**AIM OF THE EXERCISE:**
Among the entries that follow, some lines contain the word "names". Show all of them.

**MATERIAL SUPPLIED:**
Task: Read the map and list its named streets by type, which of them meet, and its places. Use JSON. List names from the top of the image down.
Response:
---
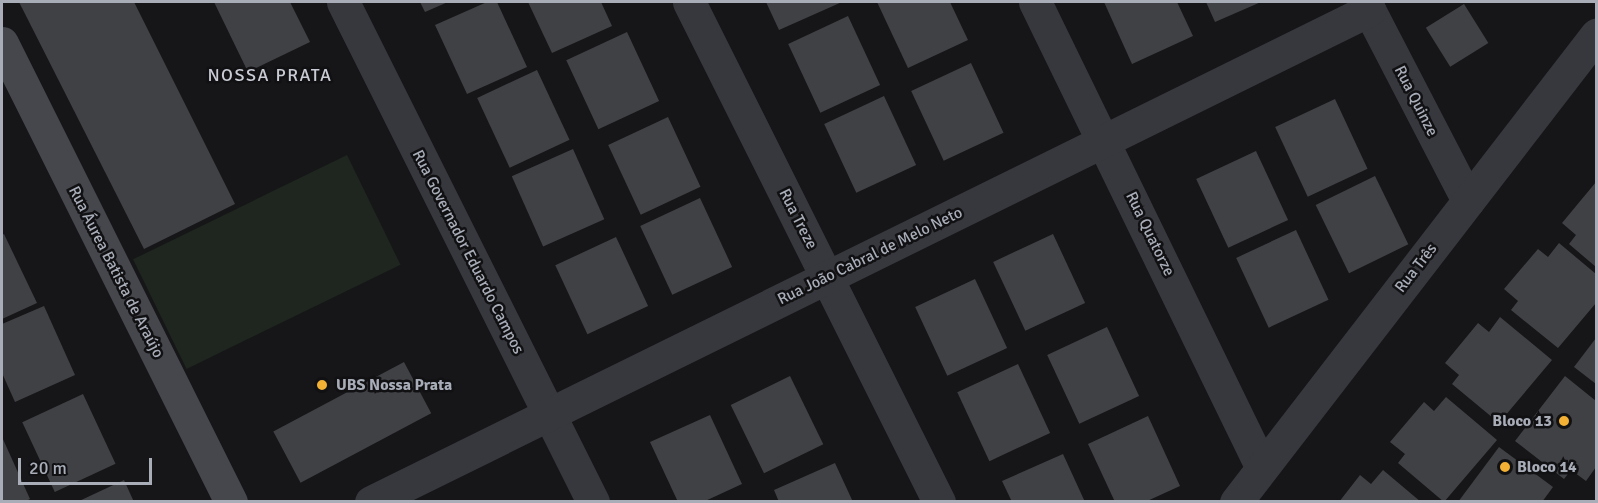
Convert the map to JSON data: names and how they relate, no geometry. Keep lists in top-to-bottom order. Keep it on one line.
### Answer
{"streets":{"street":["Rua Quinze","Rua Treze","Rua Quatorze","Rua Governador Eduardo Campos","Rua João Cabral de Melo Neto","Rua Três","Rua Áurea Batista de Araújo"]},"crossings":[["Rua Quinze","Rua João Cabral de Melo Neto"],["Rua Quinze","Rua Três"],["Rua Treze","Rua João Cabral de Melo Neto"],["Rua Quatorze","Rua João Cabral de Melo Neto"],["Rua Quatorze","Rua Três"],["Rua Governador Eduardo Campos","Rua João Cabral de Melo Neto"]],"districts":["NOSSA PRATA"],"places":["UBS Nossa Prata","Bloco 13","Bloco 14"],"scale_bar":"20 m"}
---
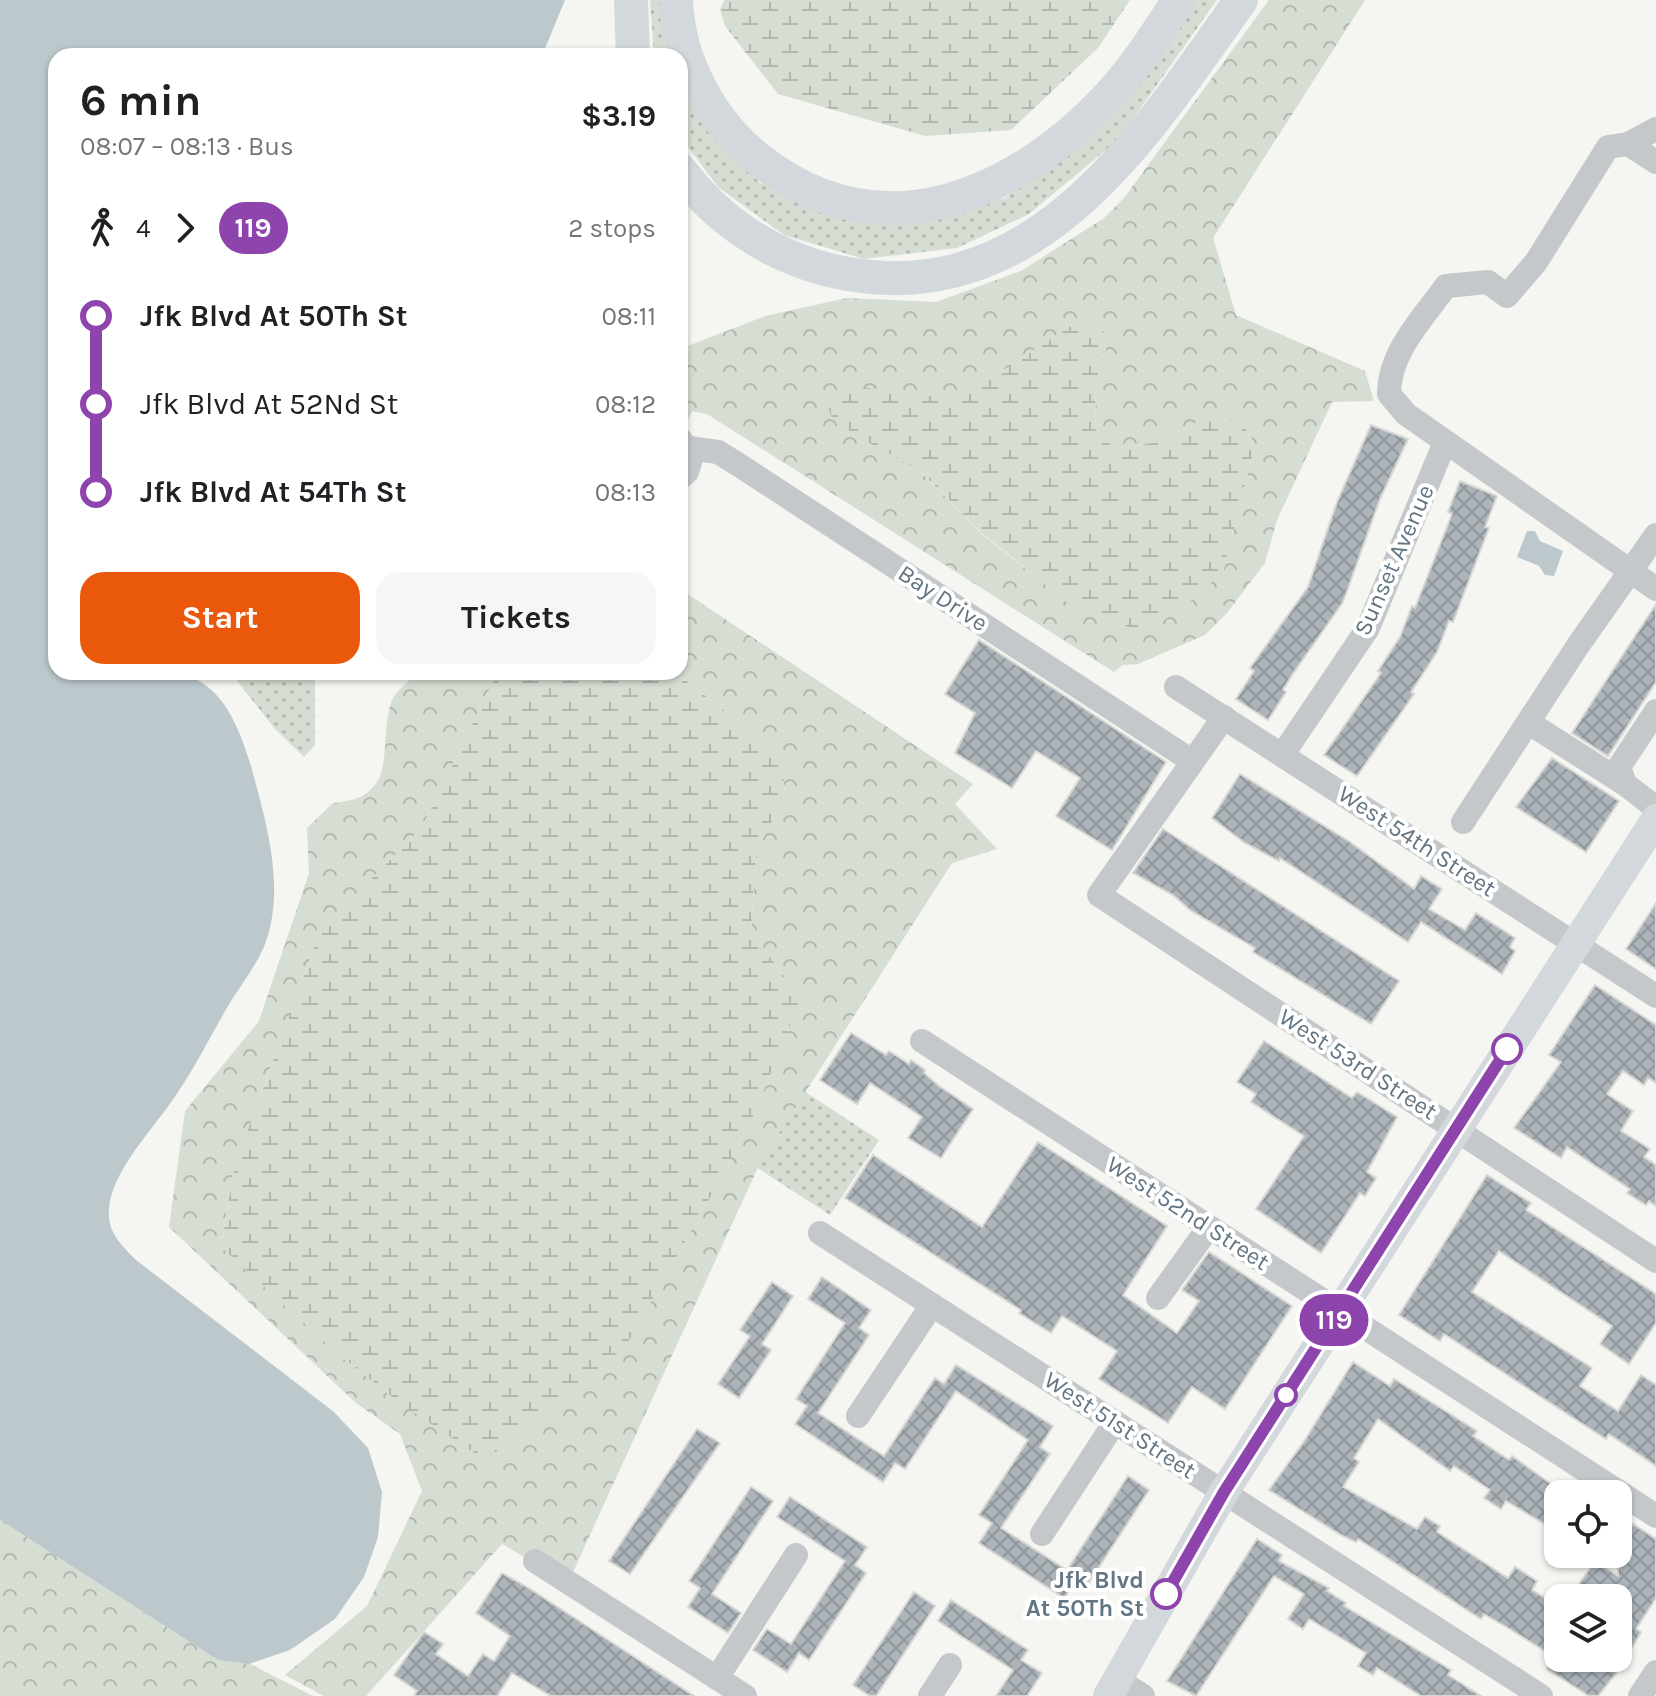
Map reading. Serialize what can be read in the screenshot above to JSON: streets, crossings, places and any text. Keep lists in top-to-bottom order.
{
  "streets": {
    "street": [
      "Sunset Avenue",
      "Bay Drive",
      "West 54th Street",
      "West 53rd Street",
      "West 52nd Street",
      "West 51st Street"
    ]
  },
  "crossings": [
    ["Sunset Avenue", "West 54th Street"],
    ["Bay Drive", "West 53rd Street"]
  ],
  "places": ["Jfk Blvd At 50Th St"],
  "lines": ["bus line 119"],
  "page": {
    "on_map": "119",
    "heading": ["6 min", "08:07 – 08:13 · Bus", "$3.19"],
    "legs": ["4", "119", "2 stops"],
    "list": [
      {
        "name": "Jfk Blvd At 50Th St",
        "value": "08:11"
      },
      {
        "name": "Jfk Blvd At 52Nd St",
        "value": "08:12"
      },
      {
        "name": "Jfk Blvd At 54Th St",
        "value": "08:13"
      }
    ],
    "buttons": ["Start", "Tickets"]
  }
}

**REPLY TO THE EXERCISE:**
Task: Read the map and list its named streets by type, which of them meet, and its places. Use JSON. List names from the top of the image down.
Convert the map to JSON data: names and how they relate, no geometry. Keep lists in top-to-bottom order. Keep it on one line.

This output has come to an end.